■ Task requirements
Return every line of the data below word for word, including the punctuation.

Stored entries:
+-------+
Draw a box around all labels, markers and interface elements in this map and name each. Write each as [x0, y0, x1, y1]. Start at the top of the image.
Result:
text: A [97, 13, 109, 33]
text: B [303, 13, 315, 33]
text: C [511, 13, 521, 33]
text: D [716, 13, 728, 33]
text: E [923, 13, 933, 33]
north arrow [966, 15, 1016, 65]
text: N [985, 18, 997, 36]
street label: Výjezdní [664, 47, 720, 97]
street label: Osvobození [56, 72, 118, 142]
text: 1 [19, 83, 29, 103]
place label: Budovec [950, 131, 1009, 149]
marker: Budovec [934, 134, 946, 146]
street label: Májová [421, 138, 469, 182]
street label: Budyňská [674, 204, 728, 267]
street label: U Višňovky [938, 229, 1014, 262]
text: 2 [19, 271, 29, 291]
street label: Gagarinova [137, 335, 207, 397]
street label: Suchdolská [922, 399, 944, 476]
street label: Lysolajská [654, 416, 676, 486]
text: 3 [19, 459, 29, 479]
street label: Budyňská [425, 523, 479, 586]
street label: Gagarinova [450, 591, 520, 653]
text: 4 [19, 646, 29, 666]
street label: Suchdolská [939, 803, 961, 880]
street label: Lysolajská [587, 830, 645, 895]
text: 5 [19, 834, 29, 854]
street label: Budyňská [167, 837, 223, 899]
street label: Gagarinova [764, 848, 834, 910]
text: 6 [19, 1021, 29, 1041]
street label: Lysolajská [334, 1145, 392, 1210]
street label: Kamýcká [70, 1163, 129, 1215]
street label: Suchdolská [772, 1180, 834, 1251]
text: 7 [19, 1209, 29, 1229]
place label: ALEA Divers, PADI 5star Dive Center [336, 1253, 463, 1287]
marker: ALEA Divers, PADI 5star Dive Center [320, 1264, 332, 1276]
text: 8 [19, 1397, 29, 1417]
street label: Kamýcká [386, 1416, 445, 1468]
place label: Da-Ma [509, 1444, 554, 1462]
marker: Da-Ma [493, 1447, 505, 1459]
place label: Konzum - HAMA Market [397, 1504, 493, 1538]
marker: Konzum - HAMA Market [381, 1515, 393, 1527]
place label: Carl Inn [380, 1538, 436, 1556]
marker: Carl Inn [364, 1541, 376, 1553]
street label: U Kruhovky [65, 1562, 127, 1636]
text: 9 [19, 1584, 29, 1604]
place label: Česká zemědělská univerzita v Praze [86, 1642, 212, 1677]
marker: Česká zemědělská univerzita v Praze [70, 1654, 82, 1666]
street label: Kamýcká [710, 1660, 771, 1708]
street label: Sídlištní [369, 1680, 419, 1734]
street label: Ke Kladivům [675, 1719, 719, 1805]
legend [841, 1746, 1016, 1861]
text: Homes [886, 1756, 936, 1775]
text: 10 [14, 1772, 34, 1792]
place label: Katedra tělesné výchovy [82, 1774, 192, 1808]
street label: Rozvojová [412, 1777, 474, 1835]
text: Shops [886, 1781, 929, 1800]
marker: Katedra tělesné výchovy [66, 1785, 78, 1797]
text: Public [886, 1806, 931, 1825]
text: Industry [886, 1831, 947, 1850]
+-------+
■ Task output
Draw a box around all labels, markers and interface elements in this map and name each. Write each as [x0, y0, x1, y1]. Start at the top of the image.
Result:
text: A [97, 13, 109, 33]
text: B [303, 13, 315, 33]
text: C [511, 13, 521, 33]
text: D [716, 13, 728, 33]
text: E [923, 13, 933, 33]
north arrow [966, 15, 1016, 65]
text: N [985, 18, 997, 36]
street label: Výjezdní [664, 47, 720, 97]
street label: Osvobození [56, 72, 118, 142]
text: 1 [19, 83, 29, 103]
place label: Budovec [950, 131, 1009, 149]
marker: Budovec [934, 134, 946, 146]
street label: Májová [421, 138, 469, 182]
street label: Budyňská [674, 204, 728, 267]
street label: U Višňovky [938, 229, 1014, 262]
text: 2 [19, 271, 29, 291]
street label: Gagarinova [137, 335, 207, 397]
street label: Suchdolská [922, 399, 944, 476]
street label: Lysolajská [654, 416, 676, 486]
text: 3 [19, 459, 29, 479]
street label: Budyňská [425, 523, 479, 586]
street label: Gagarinova [450, 591, 520, 653]
text: 4 [19, 646, 29, 666]
street label: Suchdolská [939, 803, 961, 880]
street label: Lysolajská [587, 830, 645, 895]
text: 5 [19, 834, 29, 854]
street label: Budyňská [167, 837, 223, 899]
street label: Gagarinova [764, 848, 834, 910]
text: 6 [19, 1021, 29, 1041]
street label: Lysolajská [334, 1145, 392, 1210]
street label: Kamýcká [70, 1163, 129, 1215]
street label: Suchdolská [772, 1180, 834, 1251]
text: 7 [19, 1209, 29, 1229]
place label: ALEA Divers, PADI 5star Dive Center [336, 1253, 463, 1287]
marker: ALEA Divers, PADI 5star Dive Center [320, 1264, 332, 1276]
text: 8 [19, 1397, 29, 1417]
street label: Kamýcká [386, 1416, 445, 1468]
place label: Da-Ma [509, 1444, 554, 1462]
marker: Da-Ma [493, 1447, 505, 1459]
place label: Konzum - HAMA Market [397, 1504, 493, 1538]
marker: Konzum - HAMA Market [381, 1515, 393, 1527]
place label: Carl Inn [380, 1538, 436, 1556]
marker: Carl Inn [364, 1541, 376, 1553]
street label: U Kruhovky [65, 1562, 127, 1636]
text: 9 [19, 1584, 29, 1604]
place label: Česká zemědělská univerzita v Praze [86, 1642, 212, 1677]
marker: Česká zemědělská univerzita v Praze [70, 1654, 82, 1666]
street label: Kamýcká [710, 1660, 771, 1708]
street label: Sídlištní [369, 1680, 419, 1734]
street label: Ke Kladivům [675, 1719, 719, 1805]
legend [841, 1746, 1016, 1861]
text: Homes [886, 1756, 936, 1775]
text: 10 [14, 1772, 34, 1792]
place label: Katedra tělesné výchovy [82, 1774, 192, 1808]
street label: Rozvojová [412, 1777, 474, 1835]
text: Shops [886, 1781, 929, 1800]
marker: Katedra tělesné výchovy [66, 1785, 78, 1797]
text: Public [886, 1806, 931, 1825]
text: Industry [886, 1831, 947, 1850]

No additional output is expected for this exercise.